Medical futility and life-sustaining treatment decisions.

By focusing our attention on the questions of "what are we trying to achieve" and "are we able to do it", the discussion of medical futility has contributed an important dimension to the ethics of treatment decision making near the end of life. It is not simply enough to ask and answer the question of what the patient wants. Healthcare professionals have a responsibility to offer only those life-sustaining efforts that have a reasonable chance of being beneficial. Futility policies should permit treatment-limiting decisions to be made without the agreement of the patient or surrogate at times, but such policies should also provide opportunities to challenge a judgement of futility.
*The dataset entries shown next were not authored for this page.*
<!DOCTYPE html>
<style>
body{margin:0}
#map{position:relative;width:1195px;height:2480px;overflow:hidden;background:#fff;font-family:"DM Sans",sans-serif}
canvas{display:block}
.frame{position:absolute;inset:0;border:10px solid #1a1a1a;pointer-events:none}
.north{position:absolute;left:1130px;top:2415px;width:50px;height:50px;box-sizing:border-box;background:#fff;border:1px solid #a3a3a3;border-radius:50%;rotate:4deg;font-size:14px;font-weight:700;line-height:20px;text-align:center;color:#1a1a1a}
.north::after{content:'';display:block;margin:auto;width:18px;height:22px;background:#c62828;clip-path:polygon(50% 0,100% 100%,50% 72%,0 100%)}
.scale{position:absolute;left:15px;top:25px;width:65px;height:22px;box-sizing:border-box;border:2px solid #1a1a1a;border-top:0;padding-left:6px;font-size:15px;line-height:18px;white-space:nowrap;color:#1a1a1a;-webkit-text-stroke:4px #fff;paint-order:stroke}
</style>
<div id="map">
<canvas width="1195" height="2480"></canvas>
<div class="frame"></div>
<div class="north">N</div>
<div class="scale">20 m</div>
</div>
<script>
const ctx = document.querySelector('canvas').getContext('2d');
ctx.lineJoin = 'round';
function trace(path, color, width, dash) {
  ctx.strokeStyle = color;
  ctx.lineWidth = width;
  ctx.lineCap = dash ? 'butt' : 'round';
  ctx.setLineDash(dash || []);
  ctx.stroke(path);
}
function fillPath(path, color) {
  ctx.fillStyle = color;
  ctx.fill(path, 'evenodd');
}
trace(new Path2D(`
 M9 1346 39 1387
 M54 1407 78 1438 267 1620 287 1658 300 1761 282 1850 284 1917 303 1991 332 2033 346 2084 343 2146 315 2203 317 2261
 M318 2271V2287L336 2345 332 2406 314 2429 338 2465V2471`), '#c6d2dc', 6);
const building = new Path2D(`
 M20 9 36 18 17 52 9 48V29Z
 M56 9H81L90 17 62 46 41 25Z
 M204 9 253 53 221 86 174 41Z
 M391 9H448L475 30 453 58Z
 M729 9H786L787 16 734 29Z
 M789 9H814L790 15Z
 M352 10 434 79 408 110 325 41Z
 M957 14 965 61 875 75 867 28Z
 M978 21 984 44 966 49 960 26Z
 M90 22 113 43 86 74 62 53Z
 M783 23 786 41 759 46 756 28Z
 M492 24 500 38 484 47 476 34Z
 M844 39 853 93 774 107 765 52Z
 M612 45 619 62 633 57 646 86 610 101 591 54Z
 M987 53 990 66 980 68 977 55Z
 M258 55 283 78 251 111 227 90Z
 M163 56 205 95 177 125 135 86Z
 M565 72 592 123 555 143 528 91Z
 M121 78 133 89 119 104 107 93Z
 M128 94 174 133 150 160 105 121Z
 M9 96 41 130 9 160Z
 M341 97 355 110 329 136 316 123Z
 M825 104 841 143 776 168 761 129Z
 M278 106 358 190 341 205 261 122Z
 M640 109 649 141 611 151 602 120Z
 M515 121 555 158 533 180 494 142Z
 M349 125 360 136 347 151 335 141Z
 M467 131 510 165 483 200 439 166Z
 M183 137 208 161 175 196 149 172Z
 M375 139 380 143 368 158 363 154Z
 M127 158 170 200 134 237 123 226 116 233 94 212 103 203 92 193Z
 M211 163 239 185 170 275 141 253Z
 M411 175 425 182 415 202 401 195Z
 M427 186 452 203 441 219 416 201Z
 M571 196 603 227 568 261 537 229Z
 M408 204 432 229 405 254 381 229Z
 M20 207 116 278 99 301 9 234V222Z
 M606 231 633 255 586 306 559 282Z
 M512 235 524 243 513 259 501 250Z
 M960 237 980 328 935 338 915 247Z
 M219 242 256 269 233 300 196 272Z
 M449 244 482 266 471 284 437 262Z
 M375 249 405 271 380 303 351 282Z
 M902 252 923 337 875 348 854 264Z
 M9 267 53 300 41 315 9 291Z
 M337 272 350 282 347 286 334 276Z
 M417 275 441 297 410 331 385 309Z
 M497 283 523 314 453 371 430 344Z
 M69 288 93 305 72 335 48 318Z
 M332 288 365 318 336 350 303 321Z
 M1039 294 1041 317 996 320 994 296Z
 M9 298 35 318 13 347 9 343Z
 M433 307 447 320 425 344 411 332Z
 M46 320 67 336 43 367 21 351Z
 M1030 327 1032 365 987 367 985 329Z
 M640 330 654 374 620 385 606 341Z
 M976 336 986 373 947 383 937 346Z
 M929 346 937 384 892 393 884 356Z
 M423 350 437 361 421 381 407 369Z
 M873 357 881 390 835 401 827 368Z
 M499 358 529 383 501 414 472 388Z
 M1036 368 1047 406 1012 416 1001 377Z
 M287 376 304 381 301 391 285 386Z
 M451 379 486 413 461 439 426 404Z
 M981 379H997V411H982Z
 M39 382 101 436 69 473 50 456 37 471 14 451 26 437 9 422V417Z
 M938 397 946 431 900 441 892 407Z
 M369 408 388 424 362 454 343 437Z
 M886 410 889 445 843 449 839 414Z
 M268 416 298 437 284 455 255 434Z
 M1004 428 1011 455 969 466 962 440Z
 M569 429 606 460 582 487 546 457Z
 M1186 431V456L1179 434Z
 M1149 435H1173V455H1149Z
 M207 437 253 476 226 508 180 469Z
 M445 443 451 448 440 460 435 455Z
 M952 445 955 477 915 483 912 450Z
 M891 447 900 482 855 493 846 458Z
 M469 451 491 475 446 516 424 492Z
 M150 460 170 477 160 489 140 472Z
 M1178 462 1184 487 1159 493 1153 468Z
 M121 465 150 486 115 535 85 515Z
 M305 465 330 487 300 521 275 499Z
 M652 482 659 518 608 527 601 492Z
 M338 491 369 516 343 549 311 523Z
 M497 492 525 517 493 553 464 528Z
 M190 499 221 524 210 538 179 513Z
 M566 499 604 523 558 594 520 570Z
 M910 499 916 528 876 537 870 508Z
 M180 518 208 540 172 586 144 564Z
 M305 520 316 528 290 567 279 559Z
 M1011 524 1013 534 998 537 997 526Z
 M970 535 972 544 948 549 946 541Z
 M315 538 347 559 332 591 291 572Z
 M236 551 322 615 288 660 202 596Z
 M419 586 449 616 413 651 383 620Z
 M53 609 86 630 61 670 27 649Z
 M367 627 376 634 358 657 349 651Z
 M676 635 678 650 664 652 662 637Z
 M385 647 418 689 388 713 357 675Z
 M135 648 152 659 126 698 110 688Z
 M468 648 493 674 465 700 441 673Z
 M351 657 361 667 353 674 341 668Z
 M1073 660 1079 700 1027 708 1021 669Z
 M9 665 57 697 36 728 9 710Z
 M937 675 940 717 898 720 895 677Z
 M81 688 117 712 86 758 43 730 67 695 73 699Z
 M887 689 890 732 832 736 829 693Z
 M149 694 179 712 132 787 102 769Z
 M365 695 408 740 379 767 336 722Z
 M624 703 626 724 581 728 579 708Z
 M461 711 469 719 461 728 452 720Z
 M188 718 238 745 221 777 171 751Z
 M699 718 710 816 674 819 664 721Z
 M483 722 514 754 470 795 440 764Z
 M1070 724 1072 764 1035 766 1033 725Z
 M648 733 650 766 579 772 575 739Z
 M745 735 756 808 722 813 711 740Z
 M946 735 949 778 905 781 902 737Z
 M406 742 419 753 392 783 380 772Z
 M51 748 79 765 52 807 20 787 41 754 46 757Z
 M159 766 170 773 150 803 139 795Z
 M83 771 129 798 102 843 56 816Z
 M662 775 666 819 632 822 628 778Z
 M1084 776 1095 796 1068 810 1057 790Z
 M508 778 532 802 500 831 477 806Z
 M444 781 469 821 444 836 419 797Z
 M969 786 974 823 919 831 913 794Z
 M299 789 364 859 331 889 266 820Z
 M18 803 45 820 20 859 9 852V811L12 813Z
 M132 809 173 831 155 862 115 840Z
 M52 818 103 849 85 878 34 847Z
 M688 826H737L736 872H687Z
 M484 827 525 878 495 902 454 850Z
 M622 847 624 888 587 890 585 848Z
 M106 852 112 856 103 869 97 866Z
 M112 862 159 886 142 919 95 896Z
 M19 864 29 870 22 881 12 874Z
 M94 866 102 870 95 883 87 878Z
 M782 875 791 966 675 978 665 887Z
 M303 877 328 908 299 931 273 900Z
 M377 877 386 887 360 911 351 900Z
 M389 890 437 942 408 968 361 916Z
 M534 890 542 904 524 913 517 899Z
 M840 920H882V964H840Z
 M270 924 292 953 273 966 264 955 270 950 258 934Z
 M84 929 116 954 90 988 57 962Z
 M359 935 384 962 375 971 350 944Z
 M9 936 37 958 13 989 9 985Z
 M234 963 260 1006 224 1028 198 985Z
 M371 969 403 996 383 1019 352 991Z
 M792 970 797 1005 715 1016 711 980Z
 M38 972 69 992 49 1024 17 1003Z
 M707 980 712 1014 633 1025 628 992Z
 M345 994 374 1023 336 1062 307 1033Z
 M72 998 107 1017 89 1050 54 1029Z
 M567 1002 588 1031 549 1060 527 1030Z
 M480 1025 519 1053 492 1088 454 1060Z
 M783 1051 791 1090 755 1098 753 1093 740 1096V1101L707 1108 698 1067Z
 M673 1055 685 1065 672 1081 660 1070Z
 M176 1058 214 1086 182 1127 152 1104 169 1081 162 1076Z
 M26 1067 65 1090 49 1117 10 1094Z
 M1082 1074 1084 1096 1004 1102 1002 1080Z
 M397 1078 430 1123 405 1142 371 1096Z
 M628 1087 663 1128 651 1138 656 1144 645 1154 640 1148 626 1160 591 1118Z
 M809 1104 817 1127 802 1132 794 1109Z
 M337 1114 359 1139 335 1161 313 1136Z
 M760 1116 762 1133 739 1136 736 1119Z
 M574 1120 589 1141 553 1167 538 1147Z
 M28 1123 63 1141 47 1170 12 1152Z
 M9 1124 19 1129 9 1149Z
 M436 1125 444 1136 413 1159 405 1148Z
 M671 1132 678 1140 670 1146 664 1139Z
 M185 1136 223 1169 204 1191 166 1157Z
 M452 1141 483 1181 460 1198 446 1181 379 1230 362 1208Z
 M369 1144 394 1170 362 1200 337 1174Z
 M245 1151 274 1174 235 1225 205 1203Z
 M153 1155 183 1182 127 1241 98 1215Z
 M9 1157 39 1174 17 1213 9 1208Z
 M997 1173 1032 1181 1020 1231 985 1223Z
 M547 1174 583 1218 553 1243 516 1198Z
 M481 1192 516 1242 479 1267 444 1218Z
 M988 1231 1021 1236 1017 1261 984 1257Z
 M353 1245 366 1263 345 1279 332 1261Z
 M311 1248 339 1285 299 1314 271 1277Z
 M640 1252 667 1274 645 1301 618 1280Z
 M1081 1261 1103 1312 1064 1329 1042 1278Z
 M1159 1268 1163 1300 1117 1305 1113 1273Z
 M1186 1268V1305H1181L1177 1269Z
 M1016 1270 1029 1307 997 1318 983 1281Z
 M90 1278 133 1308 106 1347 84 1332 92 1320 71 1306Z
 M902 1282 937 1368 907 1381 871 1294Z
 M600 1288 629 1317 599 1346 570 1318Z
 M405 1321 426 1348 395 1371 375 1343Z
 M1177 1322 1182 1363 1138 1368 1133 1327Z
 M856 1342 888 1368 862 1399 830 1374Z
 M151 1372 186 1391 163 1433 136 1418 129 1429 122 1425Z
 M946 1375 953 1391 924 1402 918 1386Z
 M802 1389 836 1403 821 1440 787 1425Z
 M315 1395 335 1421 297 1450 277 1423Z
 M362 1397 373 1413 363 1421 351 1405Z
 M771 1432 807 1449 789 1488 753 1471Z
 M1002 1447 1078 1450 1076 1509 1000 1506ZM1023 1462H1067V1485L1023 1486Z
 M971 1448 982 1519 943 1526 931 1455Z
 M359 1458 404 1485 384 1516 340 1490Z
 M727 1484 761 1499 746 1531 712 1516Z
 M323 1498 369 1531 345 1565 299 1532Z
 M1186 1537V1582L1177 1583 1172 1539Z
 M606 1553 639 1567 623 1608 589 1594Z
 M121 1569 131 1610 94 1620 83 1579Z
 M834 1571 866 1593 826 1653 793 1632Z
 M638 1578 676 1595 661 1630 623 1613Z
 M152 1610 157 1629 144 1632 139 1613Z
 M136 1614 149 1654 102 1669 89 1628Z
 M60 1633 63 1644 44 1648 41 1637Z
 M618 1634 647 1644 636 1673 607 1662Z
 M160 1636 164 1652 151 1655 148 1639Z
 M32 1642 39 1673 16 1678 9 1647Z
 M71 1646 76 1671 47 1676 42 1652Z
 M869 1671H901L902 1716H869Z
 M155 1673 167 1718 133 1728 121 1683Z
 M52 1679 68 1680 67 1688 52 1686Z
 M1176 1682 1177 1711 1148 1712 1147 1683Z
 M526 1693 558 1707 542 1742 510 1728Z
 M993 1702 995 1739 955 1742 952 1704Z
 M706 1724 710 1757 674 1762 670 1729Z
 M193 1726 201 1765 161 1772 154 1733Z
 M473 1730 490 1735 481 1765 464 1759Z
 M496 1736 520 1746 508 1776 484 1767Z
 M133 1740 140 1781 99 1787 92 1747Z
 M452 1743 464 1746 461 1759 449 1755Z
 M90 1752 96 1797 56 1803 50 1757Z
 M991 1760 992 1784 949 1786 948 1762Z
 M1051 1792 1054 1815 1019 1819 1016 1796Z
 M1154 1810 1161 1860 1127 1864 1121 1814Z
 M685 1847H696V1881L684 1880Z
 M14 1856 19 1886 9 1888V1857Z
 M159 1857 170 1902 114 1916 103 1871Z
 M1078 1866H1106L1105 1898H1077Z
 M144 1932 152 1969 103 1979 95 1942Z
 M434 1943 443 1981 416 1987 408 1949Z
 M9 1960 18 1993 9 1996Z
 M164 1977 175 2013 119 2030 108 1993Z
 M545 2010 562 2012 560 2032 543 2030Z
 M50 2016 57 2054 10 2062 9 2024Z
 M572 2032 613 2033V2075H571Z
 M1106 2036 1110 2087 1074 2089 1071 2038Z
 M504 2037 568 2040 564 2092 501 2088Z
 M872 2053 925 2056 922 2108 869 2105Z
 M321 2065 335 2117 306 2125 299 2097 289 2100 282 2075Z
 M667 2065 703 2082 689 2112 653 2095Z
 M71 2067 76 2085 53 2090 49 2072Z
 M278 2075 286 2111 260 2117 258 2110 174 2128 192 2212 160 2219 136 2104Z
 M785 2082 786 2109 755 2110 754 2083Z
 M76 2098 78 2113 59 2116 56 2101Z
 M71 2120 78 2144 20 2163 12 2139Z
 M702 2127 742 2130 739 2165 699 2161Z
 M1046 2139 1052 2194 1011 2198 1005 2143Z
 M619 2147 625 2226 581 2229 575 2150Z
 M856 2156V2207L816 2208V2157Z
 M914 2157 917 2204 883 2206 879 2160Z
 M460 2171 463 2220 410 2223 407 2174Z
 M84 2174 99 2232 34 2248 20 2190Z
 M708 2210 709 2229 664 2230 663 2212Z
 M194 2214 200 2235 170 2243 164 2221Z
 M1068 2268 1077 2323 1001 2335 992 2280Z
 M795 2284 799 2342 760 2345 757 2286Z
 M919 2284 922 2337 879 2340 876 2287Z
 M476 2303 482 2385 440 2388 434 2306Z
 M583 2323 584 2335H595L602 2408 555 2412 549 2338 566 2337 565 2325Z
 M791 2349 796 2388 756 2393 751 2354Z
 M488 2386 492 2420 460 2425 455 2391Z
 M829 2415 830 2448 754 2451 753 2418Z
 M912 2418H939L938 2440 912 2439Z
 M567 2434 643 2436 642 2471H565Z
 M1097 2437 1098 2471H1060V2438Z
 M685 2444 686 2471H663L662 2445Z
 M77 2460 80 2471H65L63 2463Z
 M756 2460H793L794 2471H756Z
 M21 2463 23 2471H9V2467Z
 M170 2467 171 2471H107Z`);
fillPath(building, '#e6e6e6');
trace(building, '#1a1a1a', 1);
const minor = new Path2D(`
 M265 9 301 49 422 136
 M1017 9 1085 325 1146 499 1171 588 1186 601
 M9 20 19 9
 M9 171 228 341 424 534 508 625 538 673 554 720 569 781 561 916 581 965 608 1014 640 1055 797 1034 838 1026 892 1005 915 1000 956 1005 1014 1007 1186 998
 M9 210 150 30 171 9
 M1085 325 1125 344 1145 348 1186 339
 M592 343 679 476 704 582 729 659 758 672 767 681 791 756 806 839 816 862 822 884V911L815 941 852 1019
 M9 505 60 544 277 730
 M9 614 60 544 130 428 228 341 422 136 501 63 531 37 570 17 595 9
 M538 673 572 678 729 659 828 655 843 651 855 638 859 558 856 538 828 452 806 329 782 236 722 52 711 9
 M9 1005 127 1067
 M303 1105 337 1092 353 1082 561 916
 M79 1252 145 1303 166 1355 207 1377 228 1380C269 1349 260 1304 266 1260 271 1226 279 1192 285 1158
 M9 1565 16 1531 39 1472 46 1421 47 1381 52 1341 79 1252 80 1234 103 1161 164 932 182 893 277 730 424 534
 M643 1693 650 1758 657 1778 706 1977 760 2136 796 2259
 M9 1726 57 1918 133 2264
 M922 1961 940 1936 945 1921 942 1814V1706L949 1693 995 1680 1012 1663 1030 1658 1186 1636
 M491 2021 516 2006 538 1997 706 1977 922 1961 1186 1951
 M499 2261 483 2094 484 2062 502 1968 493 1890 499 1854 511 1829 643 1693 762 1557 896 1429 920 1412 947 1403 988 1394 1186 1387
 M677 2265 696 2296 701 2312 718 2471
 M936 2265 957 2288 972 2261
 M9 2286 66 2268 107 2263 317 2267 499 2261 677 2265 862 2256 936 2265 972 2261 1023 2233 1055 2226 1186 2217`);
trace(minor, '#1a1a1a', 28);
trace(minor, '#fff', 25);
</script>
Above all, such policies should not be used as a reason to avoid communication. Patients or surrogates need to be informed about what treatments are options and what are not. The futility criterion for limiting treatment should be recognized as a means of contributing to communication and discussion regarding benefits, harms and medical goals. It should not be permitted to bypass such discussions. The recognition of the significance of the concept of futility means that discussion needs to continue at another level as well. The questions of "what are we trying to achieve" and "are we able to do it" are not easily answered. It is especially important, we think, that those who are experienced in working with patients with neurological impairments contribute to the on-going reflection on what constitutes benefit or what is the appropriate use of life-sustaining interventions for such patients.